What's needed is an exact retyping of the lines from the start of the listing up to and including the line with "ctx.lineJoin = 'round';", minus any pictures.

'''

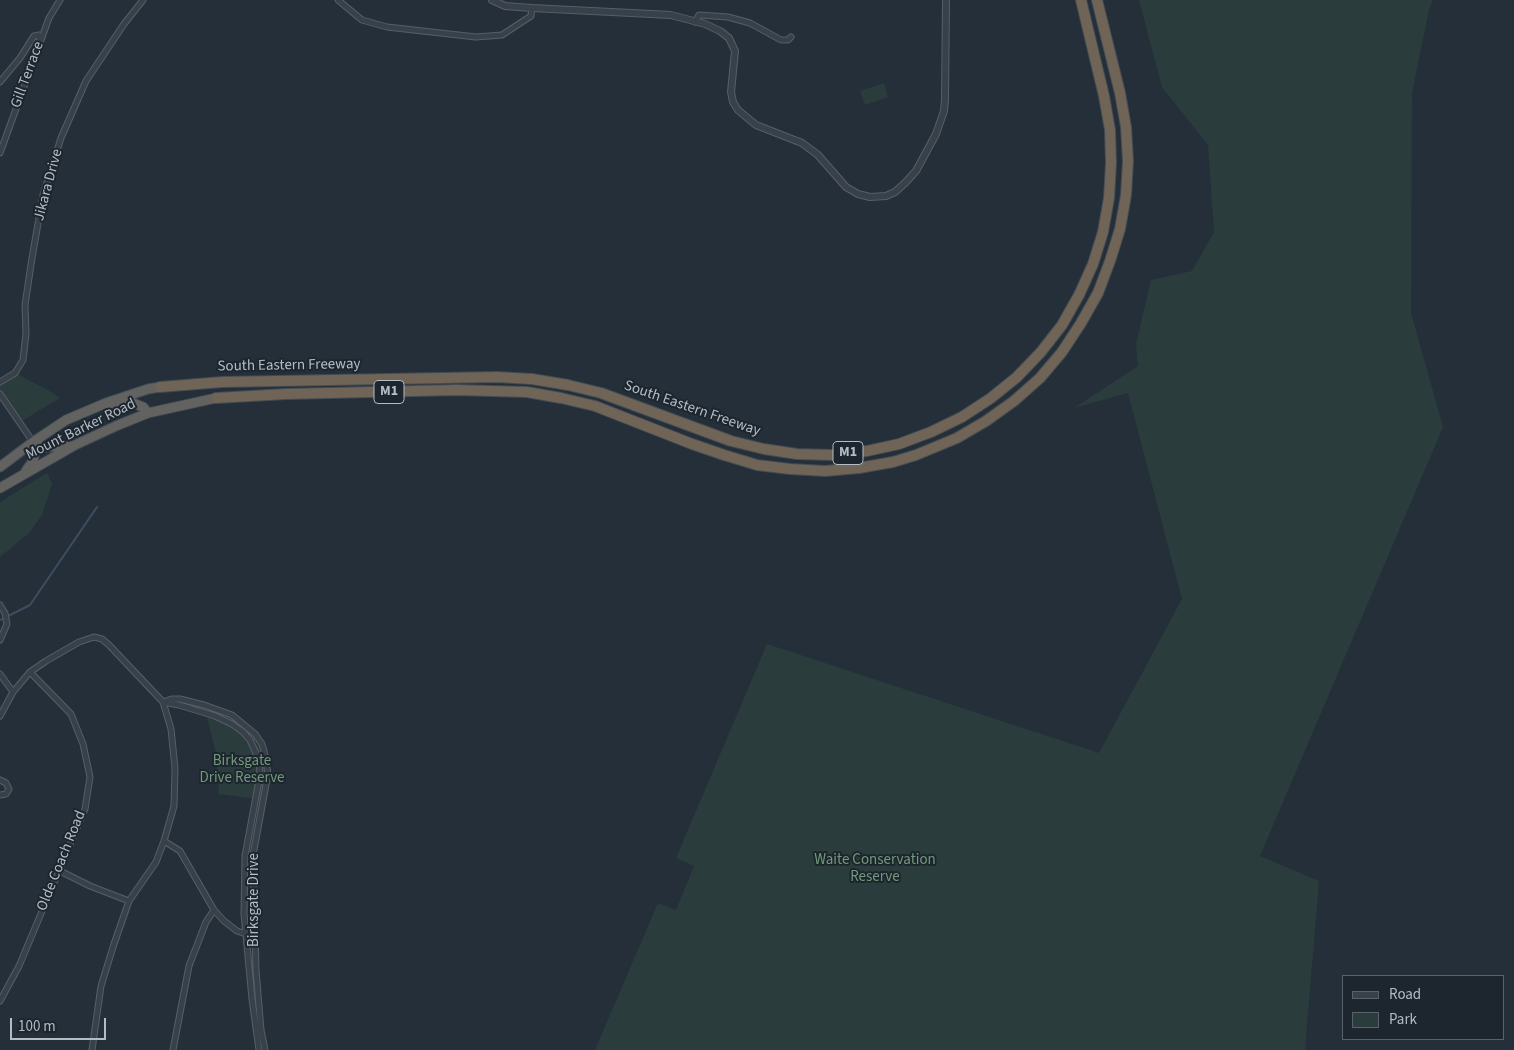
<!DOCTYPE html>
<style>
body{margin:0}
#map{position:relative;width:1514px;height:1050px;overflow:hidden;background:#252f39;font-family:"Source Sans 3",sans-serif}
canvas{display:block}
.legend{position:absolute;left:1342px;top:975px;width:162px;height:65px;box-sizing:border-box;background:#1d262e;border:1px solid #59626a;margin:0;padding:6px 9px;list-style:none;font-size:15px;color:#b4bcc5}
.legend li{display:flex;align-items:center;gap:10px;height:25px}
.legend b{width:25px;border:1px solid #59626a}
.scale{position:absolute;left:10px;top:1018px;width:96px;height:22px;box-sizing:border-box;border:2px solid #b4bcc5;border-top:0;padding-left:6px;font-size:15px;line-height:18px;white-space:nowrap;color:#b4bcc5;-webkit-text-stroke:4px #1d262e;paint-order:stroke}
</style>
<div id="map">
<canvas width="1514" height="1050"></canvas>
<ul class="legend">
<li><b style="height:6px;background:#38414a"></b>Road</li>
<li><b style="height:14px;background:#2a3d3c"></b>Park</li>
</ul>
<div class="scale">100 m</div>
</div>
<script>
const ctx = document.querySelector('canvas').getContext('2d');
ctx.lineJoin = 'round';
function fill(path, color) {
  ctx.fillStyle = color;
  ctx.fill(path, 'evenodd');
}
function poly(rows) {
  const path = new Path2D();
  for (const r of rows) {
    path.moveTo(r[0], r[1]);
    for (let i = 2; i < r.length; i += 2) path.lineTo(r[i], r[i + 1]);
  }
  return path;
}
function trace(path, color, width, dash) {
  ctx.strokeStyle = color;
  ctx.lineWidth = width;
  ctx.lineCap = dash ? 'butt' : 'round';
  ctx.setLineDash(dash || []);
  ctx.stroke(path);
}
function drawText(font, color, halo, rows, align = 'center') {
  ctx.font = font + ' "Source Sans 3",sans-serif';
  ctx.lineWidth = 4;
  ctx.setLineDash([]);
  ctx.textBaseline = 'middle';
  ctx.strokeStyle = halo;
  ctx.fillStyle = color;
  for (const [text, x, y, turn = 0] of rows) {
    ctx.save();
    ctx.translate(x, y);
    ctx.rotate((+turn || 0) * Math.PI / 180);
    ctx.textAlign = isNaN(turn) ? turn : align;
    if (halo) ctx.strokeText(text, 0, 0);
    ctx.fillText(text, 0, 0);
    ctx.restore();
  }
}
fill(poly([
 [1139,0,1433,0,1429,10,1412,93,1411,313,1443,427,1260,856,1319,881,1305,1050,595,1050,658,903,676,910,694,866,676,858,767,644,1099,753,1182,599,1128,393,1074,408,1138,366,1136,344,1151,280,1192,271,1214,232,1208,145,1162,87],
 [884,83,888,97,865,105,860,91],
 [15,373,48,390,60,398,20,422,0,394,0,382],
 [47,473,52,484,42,515,29,533,0,557,0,502],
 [204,705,214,708,246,725,262,744,267,765,264,800,219,794,216,753]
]), '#2a3d3c');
trace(poly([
 [0,620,30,605,97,507]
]), '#3c4e61', 2);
const minor = poly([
 [338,0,362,20,387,27,476,37,502,35,531,16,532,8],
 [695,22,699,15,728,17,750,23,781,40,788,40,791,37],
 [0,82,20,58,34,36,39,35,40,41],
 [0,153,49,18,60,0],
 [0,382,15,373,23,360,26,334,25,305,32,258,43,195,61,138,86,81,124,24,143,0],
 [0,394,33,442],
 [0,605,5,613,7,624,0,640],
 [0,674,13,692],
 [166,701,172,699,180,699,204,705,232,715,255,734,262,744,265,755,268,774,253,855,256,970,261,1030,265,1050],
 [0,716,13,692,30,672,46,661,79,642,94,637,102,639,109,645,163,702,179,705,215,716,232,724,243,732,250,740,259,760,260,775,245,856,244,914,252,999,259,1050],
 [0,780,6,783,9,789,6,794,0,795],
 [164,841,180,851,214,910,224,921,237,931,246,934,256,935],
 [58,870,90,886,129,901],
 [0,1001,19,966,85,809,90,777,83,744,71,714,30,672],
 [92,1050,101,986,114,944,129,901,156,862,164,841,174,806,175,768,171,729,163,702],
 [173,1050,189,966,206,922,214,910]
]);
const tertiary = poly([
 [492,0,505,6,532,8,671,15,705,24,720,31,729,38,735,51,731,92,733,102,738,110,756,125,802,143,818,155,846,187,858,194,870,197,886,196,895,192,905,183,916,171,936,134,944,111,945,100,946,0]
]);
const trunk = poly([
 [110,406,133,403,143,407,148,413],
 [33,442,43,447,70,446],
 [0,467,33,442,66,420,106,403,148,389,160,387],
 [26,471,33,461,35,451,33,442],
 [0,488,75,445,116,426,148,413,216,398]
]);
const motorway = poly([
 [160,387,222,382,497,377,532,379,568,385,601,393,731,441,764,449,797,454,832,455,867,451,899,444,931,432,962,417,991,398,1017,377,1041,352,1062,325,1079,295,1093,264,1103,232,1109,198,1111,163,1110,130,1104,96,1081,0],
 [216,398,286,394,457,390,527,392,561,398,595,406,692,444,724,455,757,465,790,469,825,471,859,468,893,462,916,455,957,438,986,421,1014,401,1040,378,1062,352,1081,323,1098,293,1110,261,1120,229,1126,195,1128,161,1126,127,1120,93,1097,0]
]);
trace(minor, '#565f68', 7);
trace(tertiary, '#565f68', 8);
trace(trunk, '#434c54', 11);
trace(motorway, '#434c54', 12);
trace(minor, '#38414a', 5);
trace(tertiary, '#38414a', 6);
trace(trunk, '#626260', 9);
trace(motorway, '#6f6456', 10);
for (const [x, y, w] of [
 [389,392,30],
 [848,453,30]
]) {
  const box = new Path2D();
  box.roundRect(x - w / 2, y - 11.5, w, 23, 4);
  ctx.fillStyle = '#1d262e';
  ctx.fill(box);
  trace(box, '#b4bcc5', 1);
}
drawText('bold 14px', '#b4bcc5', null, [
 ["M1",389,392],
 ["M1",848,453]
]);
drawText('15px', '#b4bcc5', '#1d262e', [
 ["Gill Terrace",28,75,-70],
 ["Jikara Drive",49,185,-75],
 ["South Eastern Freeway",289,366,-1],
 ["South Eastern Freeway",692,409,19],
 ["Mount Barker Road",81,430,-26],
 ["Olde Coach Road",62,861,-68],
 ["Birksgate Drive",255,900,-90]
]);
drawText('15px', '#74997a', '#1d262e', [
 ["Birksgate",242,762],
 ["Drive Reserve",242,779],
 ["Waite Conservation",875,861],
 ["Reserve",875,878]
]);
</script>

'''

WRITTEN ANSWER:
<!DOCTYPE html>
<style>
body{margin:0}
#map{position:relative;width:1514px;height:1050px;overflow:hidden;background:#252f39;font-family:"Source Sans 3",sans-serif}
canvas{display:block}
.legend{position:absolute;left:1342px;top:975px;width:162px;height:65px;box-sizing:border-box;background:#1d262e;border:1px solid #59626a;margin:0;padding:6px 9px;list-style:none;font-size:15px;color:#b4bcc5}
.legend li{display:flex;align-items:center;gap:10px;height:25px}
.legend b{width:25px;border:1px solid #59626a}
.scale{position:absolute;left:10px;top:1018px;width:96px;height:22px;box-sizing:border-box;border:2px solid #b4bcc5;border-top:0;padding-left:6px;font-size:15px;line-height:18px;white-space:nowrap;color:#b4bcc5;-webkit-text-stroke:4px #1d262e;paint-order:stroke}
</style>
<div id="map">
<canvas width="1514" height="1050"></canvas>
<ul class="legend">
<li><b style="height:6px;background:#38414a"></b>Road</li>
<li><b style="height:14px;background:#2a3d3c"></b>Park</li>
</ul>
<div class="scale">100 m</div>
</div>
<script>
const ctx = document.querySelector('canvas').getContext('2d');
ctx.lineJoin = 'round';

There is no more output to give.